I only have about 20 minutes to write out this post while I have a break in Sucre, so I apologize for any unnecessary brevity or typos. I have plenty to vocalize, but for the sake of my own sanity, I’ll try to keep this blog organized chronologically.
So, a couple days ago, our group traveled to Potosí and it was easily the most powerful travel experience I’ve gone through. Potosí is the foundation of modern world capitalism and once the richest city in the world, by far. Now, it is the capital of the poorest region of the poorest nation in South America.
Quick background on how that’s possible: Potosí is home to Cerro Rico (Rich Hill), one of the largest silver mines in the world. Since the 16th century, Cerro Rico has been despoiled of its silver, then tin, and now primarily zinc. Once the minerals are shipped off to Europe, you might imagine what Potosí is left with: a slim profit for basic extraction, which was once enough to create a powerful city (which gives perpective to just how much silver the hill once held). Bolivia as a country was created to serve Potosí, which has clearly caused problems to today.

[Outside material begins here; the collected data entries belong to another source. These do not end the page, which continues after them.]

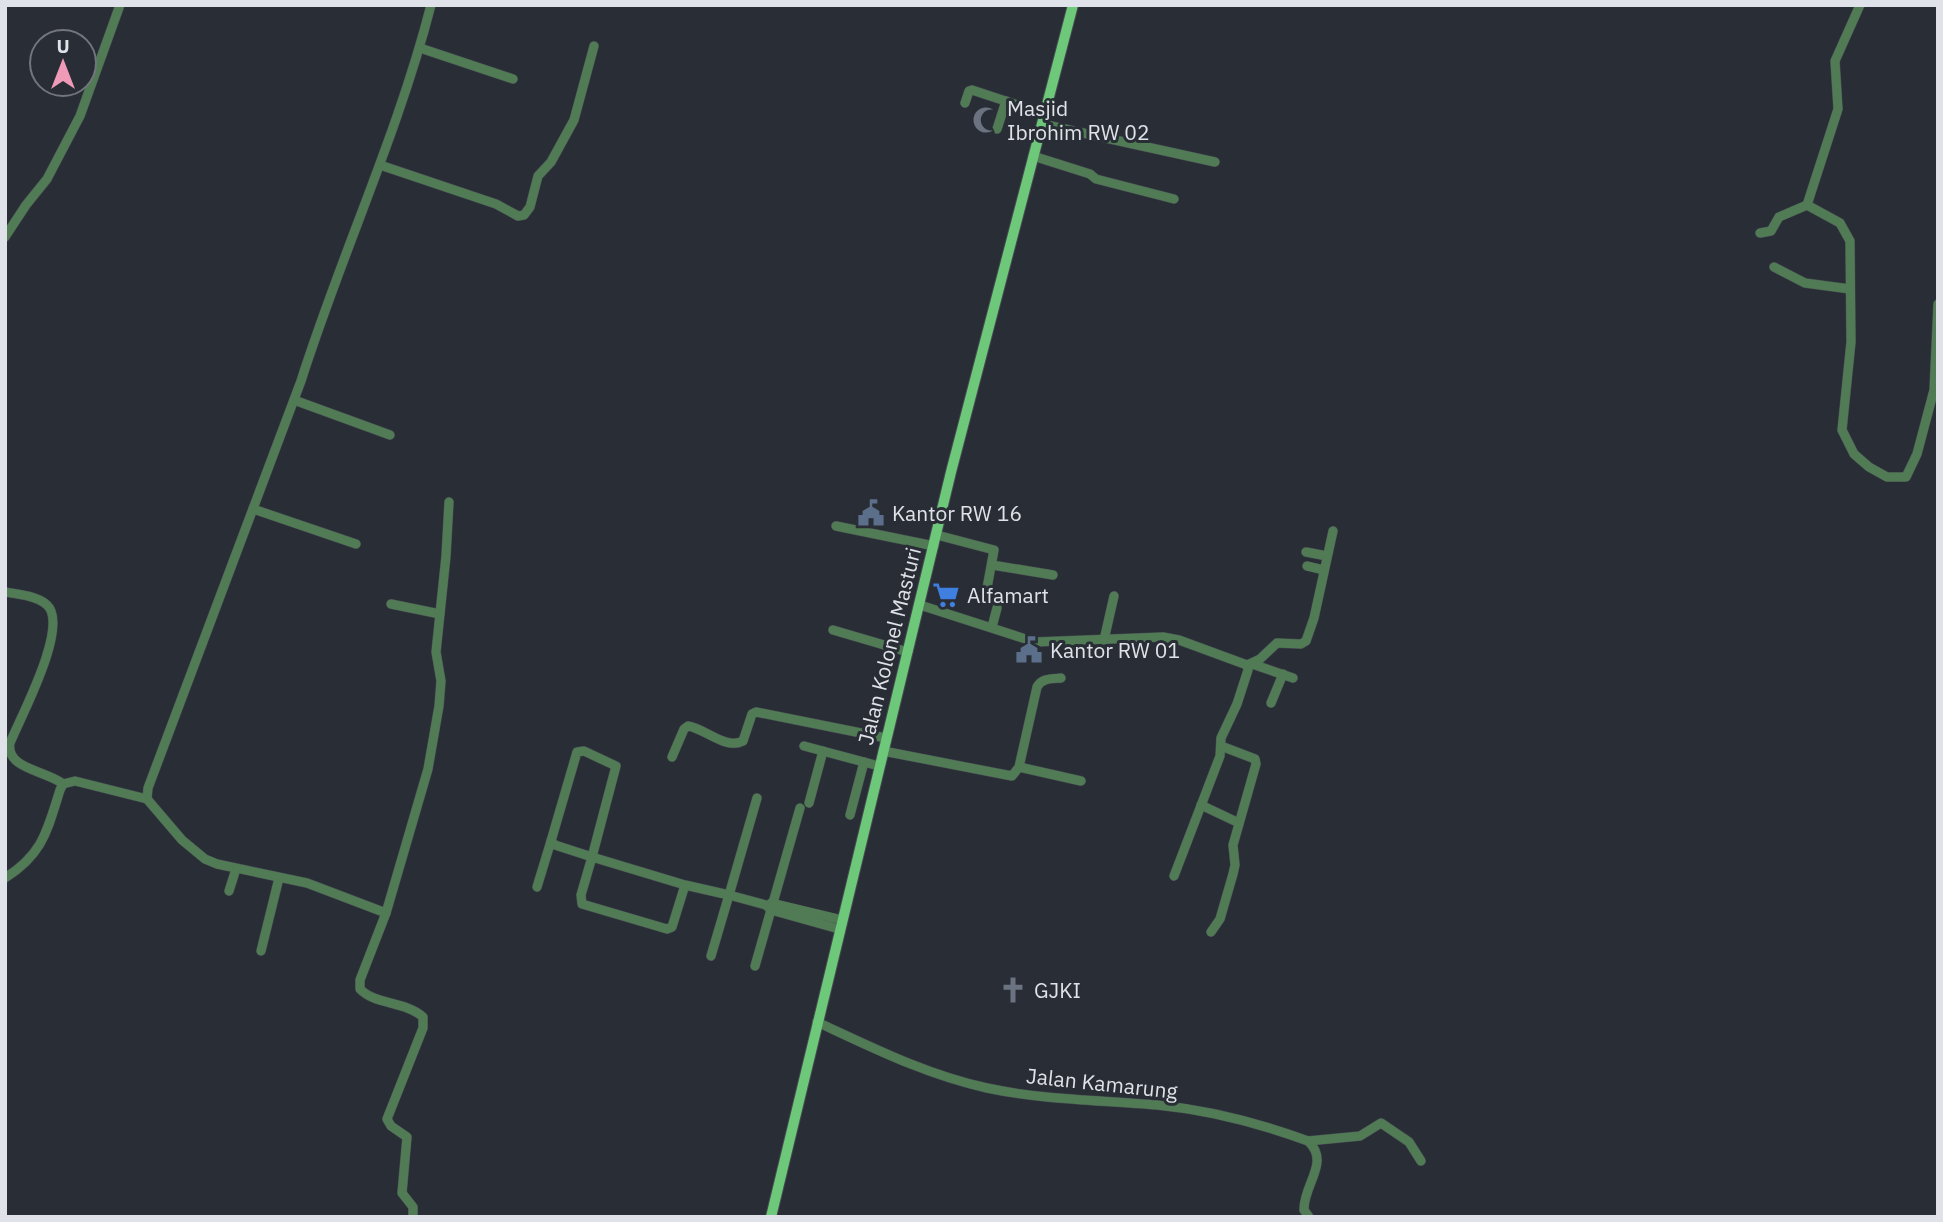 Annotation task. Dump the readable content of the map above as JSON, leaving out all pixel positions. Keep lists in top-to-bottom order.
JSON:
{
  "streets": {
    "main road": ["Jalan Kolonel Masturi"],
    "street": ["Jalan Kamarung"]
  },
  "crossings": [
    ["Jalan Kolonel Masturi", "Jalan Kamarung"]
  ],
  "places": {
    "mosque": ["Masjid Ibrohim RW 02"],
    "public building": ["Kantor RW 16", "Kantor RW 01"],
    "supermarket": ["Alfamart"],
    "church": ["GJKI"]
  },
  "north": "top"
}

There are an infinite number of topics related to Potosí to discuss: how the foundation of capitalism fell under the radar of the countries that stripped it, issues of mineral-rich countries, the mining mentality and how it affects a country’s basic functions…infinite. But I think the most important to emphasize is the human trauma surrounding this mine.

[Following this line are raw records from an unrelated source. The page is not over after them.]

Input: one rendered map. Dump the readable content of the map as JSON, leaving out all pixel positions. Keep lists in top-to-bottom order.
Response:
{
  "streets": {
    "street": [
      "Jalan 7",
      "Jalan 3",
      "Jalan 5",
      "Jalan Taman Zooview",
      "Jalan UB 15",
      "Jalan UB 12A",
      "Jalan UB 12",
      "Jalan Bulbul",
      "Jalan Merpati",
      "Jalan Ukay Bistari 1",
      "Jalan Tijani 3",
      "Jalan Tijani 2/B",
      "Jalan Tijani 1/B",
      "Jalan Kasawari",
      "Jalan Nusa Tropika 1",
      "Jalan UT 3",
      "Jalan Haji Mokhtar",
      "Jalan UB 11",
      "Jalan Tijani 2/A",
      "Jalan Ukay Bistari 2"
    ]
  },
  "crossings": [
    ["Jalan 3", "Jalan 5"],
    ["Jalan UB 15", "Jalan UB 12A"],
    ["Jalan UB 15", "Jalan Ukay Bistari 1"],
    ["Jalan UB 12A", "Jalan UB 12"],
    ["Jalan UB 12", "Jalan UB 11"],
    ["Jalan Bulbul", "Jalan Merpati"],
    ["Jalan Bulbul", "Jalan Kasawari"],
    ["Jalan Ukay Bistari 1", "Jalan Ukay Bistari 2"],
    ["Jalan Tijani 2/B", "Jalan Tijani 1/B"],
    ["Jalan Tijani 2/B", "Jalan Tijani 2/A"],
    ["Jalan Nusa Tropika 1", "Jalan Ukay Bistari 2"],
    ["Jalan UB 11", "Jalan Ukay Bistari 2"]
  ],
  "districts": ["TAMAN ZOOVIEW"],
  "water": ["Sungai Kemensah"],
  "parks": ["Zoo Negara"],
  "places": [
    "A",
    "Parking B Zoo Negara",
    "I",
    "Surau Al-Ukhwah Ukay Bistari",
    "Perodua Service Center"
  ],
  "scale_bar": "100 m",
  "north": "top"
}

An estimated 8 million people have died in this mine since the 16th century. Just for an easy comparison of magnitude, an estimated 6 million Jews died in the Holocaust. Cerro Rico is known as “the mountain that eats men” and miners have created their own belief in “El Tio” (essentially the devil) that lives in the mountain and will punish anyone who does not respect him. Children work in the mines that have lost their own fathers to silicosis from the dust. The state of humanity in the mines is terrifying. As a privileged American, it is even more terrifying to view this firsthand, knowing that you have fueled this situation. It was a deeply human, deeply touching experience that I will carry with me for the rest of my life.
I really don’t want to turn this into political argument, but rather emphasize that there are many more examples of situations like this (even if to a lesser degree) around the world. As a member of privilege, I just want you to take a few moments to recognize that this is occurring, as it is only first by acknowledging these horrors that we can do anything to help it.